Nous sommes au jour 4 du confinement. Je retourne à ma Bible. Celle réécrite par des écrivains.

Premier / Dieu crée ciel et terre / terre vide solitude / noir au-dessus des fonds / souffle de Dieu / mouvements au-dessus des eaux.

Dieu dit Lumière / et lumière il y a / Dieu voit la lumière / comme c’est bon / Dieu sépare la lumière et le noir / Dieu appelle la lumière jour et nuit le soir

Soir et matin / un jour

Dieu dit / voûte au milieu des eaux / pour séparer les eaux des eaux / Dieu fait la voûte / et sépare les eaux sous la voûte / des eaux sur la voute.
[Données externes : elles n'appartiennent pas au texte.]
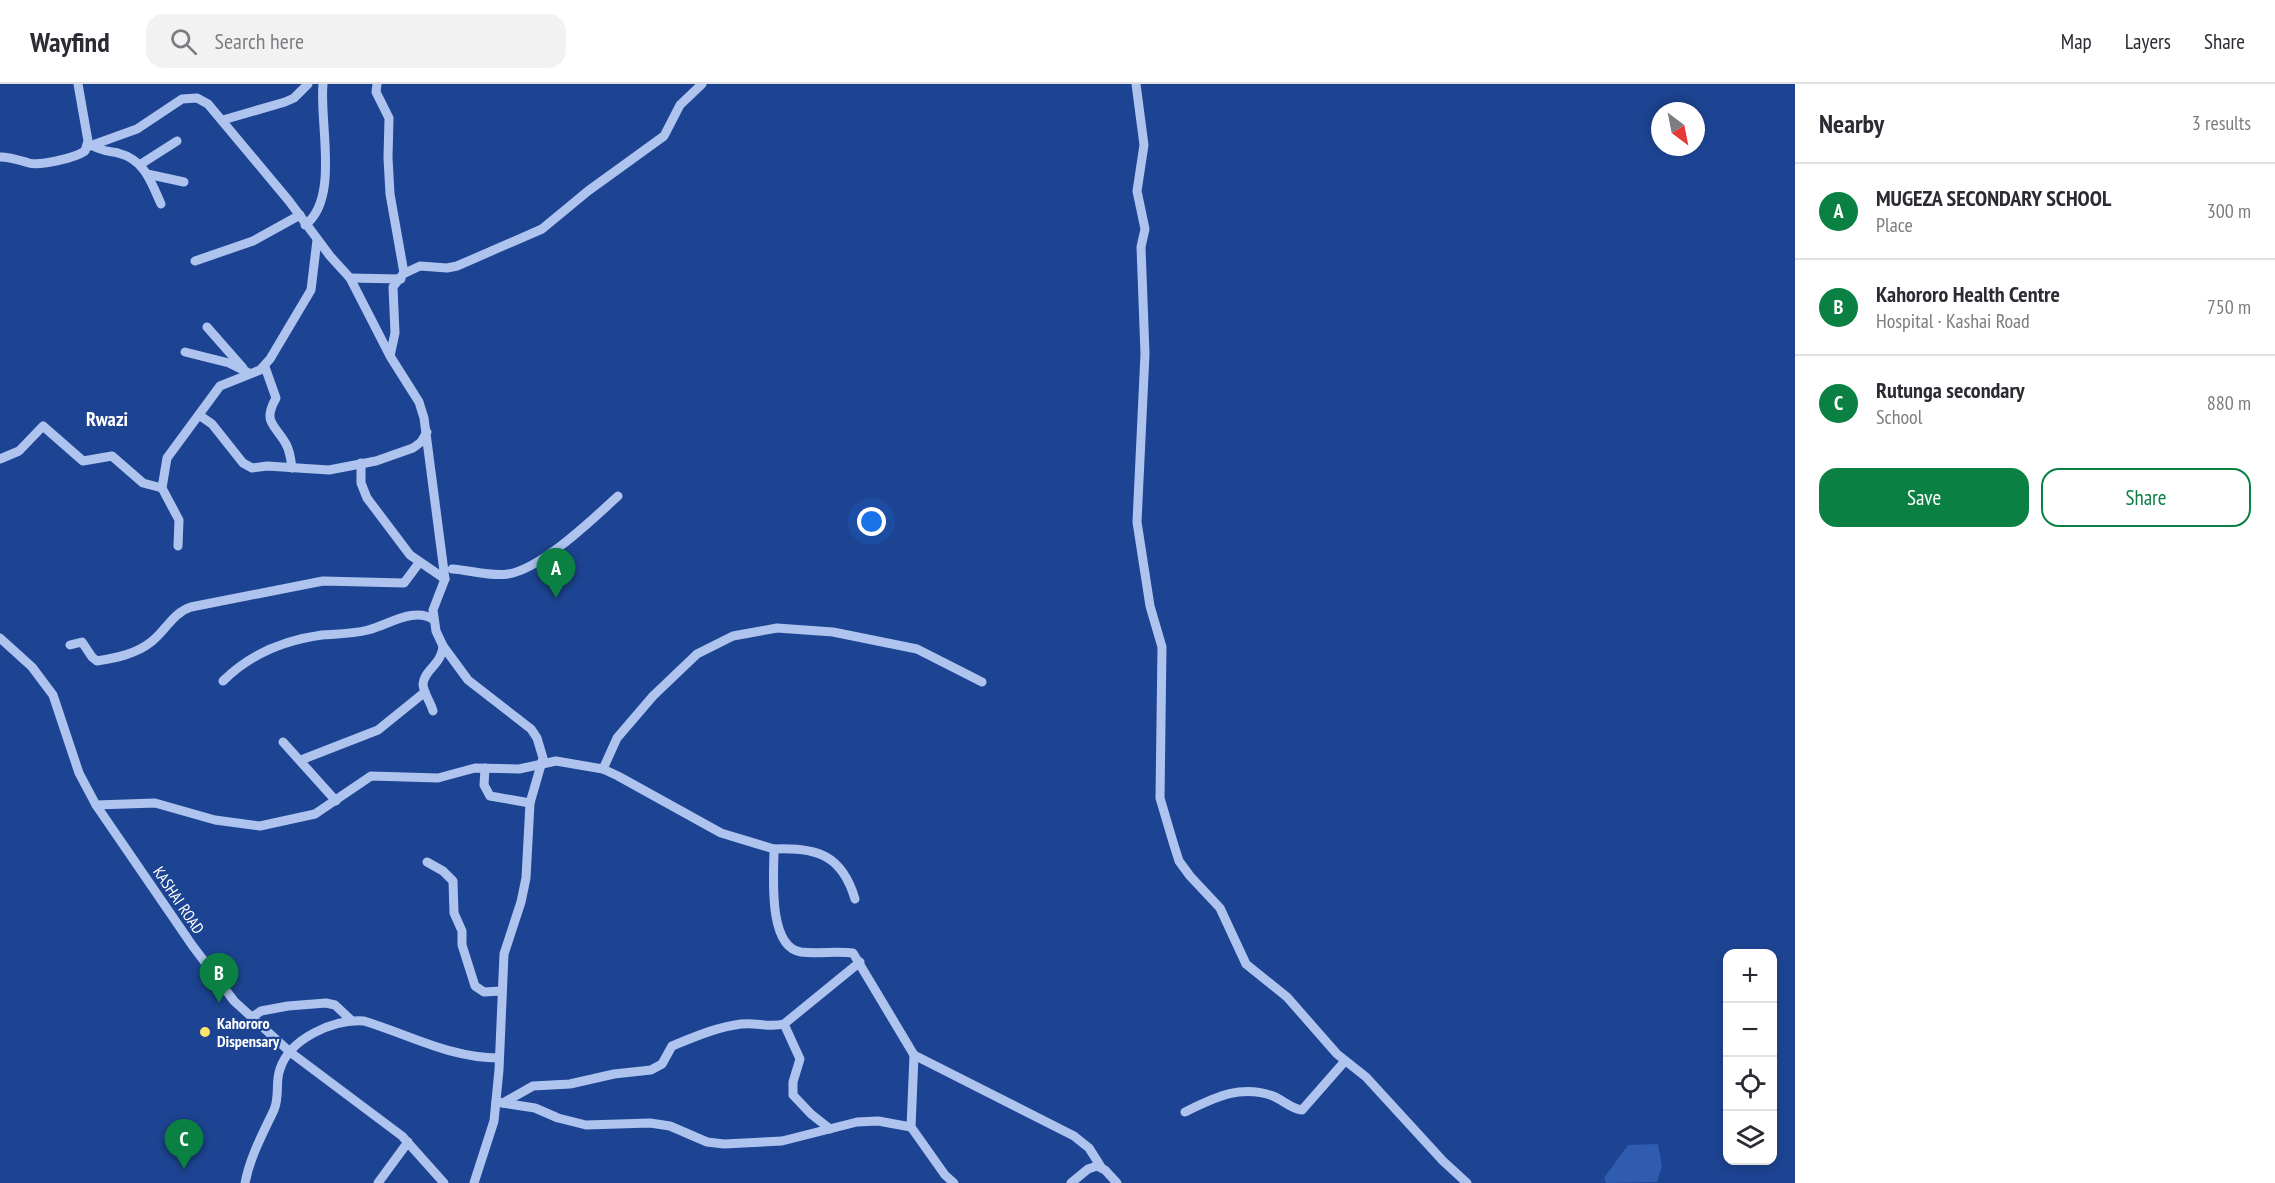 <!DOCTYPE html>
<html lang="en">
<head>
<meta charset="utf-8">
<style>
  body { margin:0; font-family:"PT Sans Narrow",sans-serif; background:#f2f2f3; color:#2b2b33 }
  .controls { position:absolute; right:18px; bottom:18px; display:grid; overflow:hidden; border-radius:12px; box-shadow:0 3px 9px #0003 }
  .controls button { width:54px; height:54px; display:grid; place-items:center; padding:0; border:0; border-bottom:2px solid #e1e1e2; background:#fff; color:#2b2b33; font:30px sans-serif }
  .compass { position:absolute; left:1651px; top:18px; width:54px; height:54px; border-radius:50%; background:#fff; box-shadow:0 3px 9px #0003; rotate:148deg }
  .you { position:absolute; left:872px; top:438px; width:21px; height:21px; margin:-15px; border:4px solid #fff; border-radius:50%; background:#1a73e8; box-shadow:0 0 0 9px #1a73e833 }
  .badge { display:grid; place-items:center; width:39px; height:39px; border-radius:50%; background:#0b8043; color:#fff; font-size:20px; font-weight:700 }
  .pin { position:absolute; translate:-50% -50px; filter:drop-shadow(0 2px 3px #0008) }
  .pin::after { content:''; position:absolute; top:32px; width:21px; height:18px; background:inherit; clip-path:polygon(0 0,100% 0,50% 100%) }
  .list { margin:0; padding:0; list-style:none }
  h2 { display:flex; justify-content:space-between; align-items:center; height:78px; margin:0; padding:0 24px; font-size:26px }
  h2 small { font-size:20px; font-weight:400; color:#7c7c81 }
  .list li { display:grid; grid-template-columns:39px 1fr auto; gap:18px; align-items:center; box-sizing:border-box; height:96px; padding:0 24px; border-top:2px solid #e1e1e2 }
  .list b { display:block; font-size:22px; white-space:nowrap }
  .list p { margin:0; font-size:20px; white-space:nowrap; color:#7c7c81 }
  .list em { font-size:20px; font-style:normal; color:#7c7c81 }
  .actions { display:flex; gap:12px; padding:18px 24px }
  .actions a { flex:1; padding:14px 0; border:2px solid #0b8043; border-radius:18px; text-align:center; font-size:21px; color:#0b8043 }
  .actions .main { background:#0b8043; color:#fff }
  .icon { flex:none; width:33px; height:33px; fill:none; stroke:currentColor; stroke-width:2; stroke-linecap:round; stroke-linejoin:round }
  .map { position:relative; flex:none; width:1795px; height:1099px; overflow:hidden }
  header { display:flex; align-items:center; gap:36px; box-sizing:border-box; height:84px; padding:0 30px; background:#fff; border-bottom:2px solid #e1e1e2 }
  header strong { font-size:28px }
  nav { display:flex; gap:33px; margin-inline-start:auto; font-size:21px }
  .search { width:420px; height:54px; background:#f2f2f3; display:flex; align-items:center; gap:15px; box-sizing:border-box; padding:0 21px; border-radius:18px; color:#7c7c81; font-size:22px }
  main { display:flex }
  aside { flex:1; background:#fff }
  .map>svg:first-child { display:block }
</style>
</head>
<body>
<header>
<strong>Wayfind</strong>
<div class="search"><svg class="icon" aria-label="search" viewBox="0 0 24 24"><circle cx="10" cy="10" r="6"/><path d="M15 15l6 6"/></svg>Search here</div>
<nav><a>Map</a><a>Layers</a><a>Share</a></nav>
</header>
<main>
<div class="map">
<svg width="1795" height="1099" viewBox="0 0 1795 1099">
  <rect width="100%" height="100%" fill="#1d4492"/>
  <polygon fill="#305cb0" points="1658,1060 1662,1082 1657,1098 1606,1099 1604,1094 1628,1061"/>
  <g fill="none" stroke-linecap="round" stroke-linejoin="round">
    <g stroke="#aec4ee" stroke-width="9">
      <polyline points="377,0 376,8 389,34 388,74 390,110 404,189"/>
      <polyline points="1136,0 1144,61 1137,107 1145,145 1141,163 1145,270 1137,438 1150,522 1162,563 1160,714 1173,758 1179,777 1190,792 1220,824 1246,880 1287,913 1337,970 1366,993 1443,1077 1467,1099"/>
      <polyline points="223,36 285,18 294,14 308,0"/>
      <path d="M91 61C101 67 108 67 118 69 145 76 151 98 161 120"/>
      <polyline points="87,63 137,45 182,15 197,14 208,20 289,117 330,172 350,194 389,270"/>
      <path d="M0 73C11 73 18 76 29 79 40 82 75 74 85 67L88 57 78 0"/>
      <polyline points="141,80 177,57"/>
      <polyline points="147,90 184,98"/>
      <path d="M305 141C340 115 319 38 323 0"/>
      <polyline points="195,177 253,157 300,131"/>
      <polyline points="350,194 401,195"/>
      <polyline points="207,243 243,284"/>
      <polyline points="185,268 229,279 249,289"/>
      <path d="M265 283 276 314C262 339 275 340 286 360 290 367 291 376 292 384"/>
      <polyline points="199,331 212,340 243,379 252,384 267,382 329,386 376,377 413,364 421,358 427,348"/>
      <polyline points="0,375 19,367 43,342 83,377 112,372 143,399 162,404"/>
      <polyline points="361,379 361,399 367,414 410,471 445,495"/>
      <polyline points="178,462 179,436 162,404 167,374 220,302 260,286 270,275 311,206 317,156"/>
      <path d="M452 485C470 486 491 493 508 490 541 485 593 435 618 412"/>
      <polyline points="0,554 32,583 53,611 79,689 96,721 192,861 234,917 290,968 402,1052 444,1099"/>
      <path d="M70 561 82 558 92 573 97 577C116 574 136 570 151 558 166 547 172 529 191 523L323 497 404 499 419 479"/>
      <path d="M223 597C250 570 285 556 322 551 337 550 353 550 368 546 388 541 415 522 434 536"/>
      <path d="M433 627C431 619 423 608 423 600 424 586 442 580 443 562"/>
      <polyline points="283,658 336,717"/>
      <polyline points="301,676 378,646 425,608"/>
      <polyline points="485,684 484,701 490,712 530,719"/>
      <polyline points="603,685 617,654 653,612 697,570 733,552 777,544 833,548 917,565 982,598"/>
      <path d="M96 721 155 719 215 736 260 742 315 730 371 692 438 694 475 684 519 685 556 677 603 685 618 692 721 749 774 765C774 789 767 863 801 868 818 870 836 867 853 869L914 971 911 1043 945 1091 954 1099"/>
      <path d="M774 765C817 763 842 771 855 815"/>
      <polyline points="427,778 443,787 453,797 454,829 462,847 462,861 475,902 484,908 501,907"/>
      <polyline points="251,934 261,927 288,922 326,919 335,921 351,936"/>
      <polyline points="784,940 800,975 793,998 793,1011 811,1030 830,1045"/>
      <polyline points="914,971 1074,1052 1089,1064 1101,1083"/>
      <polyline points="496,1018 535,1024 558,1034 586,1041 650,1039 670,1042 707,1058 724,1060 782,1057 857,1038 878,1037 911,1043"/>
      <path d="M503 1019 533 1002 570 1000 614 990 651 986 662 980 672 962C694 953 717 943 741 940 756 938 769 944 784 940L860 878"/>
      <path d="M1185 1028C1214 1014 1240 1000 1273 1012 1283 1016 1291 1025 1302 1026L1345 977"/>
      <path d="M245 1099C250 1073 263 1049 274 1026 280 1012 275 998 280 985 290 954 334 935 364 937 410 951 450 974 499 974"/>
      <polyline points="378,1099 408,1058"/>
      <polyline points="474,1099 494,1037 499,986 504,870 521,818 526,794 530,719 543,674 537,654 531,645 468,596 443,562 436,547 433,526 445,495 424,334 419,318 390,272 395,249 393,203 403,190 420,182 447,184 457,182 542,145 588,107 664,52 680,21 702,0"/>
      <polyline points="1071,1099 1088,1085 1097,1082 1105,1086 1117,1099"/>
    </g>
  </g>
  <circle fill="#fee36c" stroke="#1d4492" stroke-width="2" cx="205" cy="948" r="6"/>
  <g text-anchor="middle" stroke-width="4.5" stroke-linejoin="round" paint-order="stroke">
    <g font-size="16" fill="#fff" stroke="#1d4492">
      <text transform="translate(179 816) rotate(56)" y="6">KASHAI ROAD</text>
    </g>
    <g font-size="16" font-weight="bold" fill="#fff" stroke="#1d4492" text-anchor="start">
      <text x="217" y="945">Kahororo<tspan x="217" dy="18">Dispensary</tspan></text>
    </g>
    <g font-size="20" font-weight="bold" fill="#fff" stroke="#1d4492">
      <text x="107" y="342">Rwazi</text>
    </g>
  </g>
</svg>
<div class="controls">
<button>+</button>
<button>−</button>
<button><svg class="icon" aria-label="locate" viewBox="0 0 24 24"><circle cx="12" cy="12" r="6"/><path d="M12 2v4M12 18v4M2 12h4M18 12h4"/></svg></button>
<button><svg class="icon" aria-label="layers" viewBox="0 0 24 24"><path d="M12 4l9 5-9 5-9-5zM3 14l9 5 9-5"/></svg></button>
</div>
<svg class="compass" viewBox="-18 -18 36 36"><path d="M0-13l5 13h-10z" fill="#e53935"/><path d="M0 13l5-13h-10z" fill="#7c7c81"/></svg>
<div class="you"></div>
<div class="pin badge" style="left:556px;top:514px">A</div>
<div class="pin badge" style="left:219px;top:919px">B</div>
<div class="pin badge" style="left:184px;top:1085px">C</div>
</div>
<aside>
<h2>Nearby<small>3 results</small></h2>
<ul class="list">
<li><span class="badge">A</span><div><b>MUGEZA SECONDARY SCHOOL</b><p>Place</p></div><em>300 m</em></li>
<li><span class="badge">B</span><div><b>Kahororo Health Centre</b><p>Hospital · Kashai Road</p></div><em>750 m</em></li>
<li><span class="badge">C</span><div><b>Rutunga secondary</b><p>School</p></div><em>880 m</em></li>
</ul>
<div class="actions"><a class="main">Save</a><a>Share</a></div>
</aside>
</main>
</body>
</html>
C’est fait / Dieu appelle la voûte ciel

Soir et matin / deuxième jour

Dieu dit / Rassemblement des eaux sous le ciel / sur un même lieu réunies / ce qui est sec à découvert

C’est fait / Dieu appelle ce qui est sec terre / et mers l’union des eaux / dieu voit / comme c’est bon

Dieu dit Terre / naissance à tout ce qui pousse / L’herbe à semence donne semence / l’arbre à fruit donne chaque espèce de fruit / qui porte en lui sa semence dans la terre

C’est fait / la terre fait naître des pousses / l’herbe à semence donne semence / selon chaque espèce / L’arbre donne un fruit qui porte en lui sa semence selon chaque espèce

Dieu voit comme c’est bon

Soir et matin/ troisième jour

Aujourd’hui, nous sommes au jour 4 de peut-être une nouvelle création du monde. On remplace Dieu par Enfant, Femme, Homme… et on écrit la suite de l’histoire post apocalypse ! Chiche ?

JOUR 4 – ANOUK

Les mots. Les mots, ces jours-ci, ont pris leur place tout à fait particulière dans cette nouvelle situation de confinement. Et cela m’est apparu en lisant le livre de Maryam Madjidi, Marx et la poupée, dans lequel elle raconte son enfance en Iran puis sa condition d’exilée en France. Il y a une scène très belle où la petite Maryam découpe toutes les lettres de l’alphabet persan et les enterre sous le tapis de sa chambre, dans la terre qu’elle a creusée avec ses petites mains d’enfant, pour se recueillir sur la tombe, dit-elle, de son persan. En enterrant les mots, elle enterre une partie de ce qu’elle est. Car ce sont les mots qui la définissent, qui la racontent, qui la déterminent. Et ne savons-nous pas déjà que les choses n’existent que quand nous les nommons ? Au commencement était le verbe.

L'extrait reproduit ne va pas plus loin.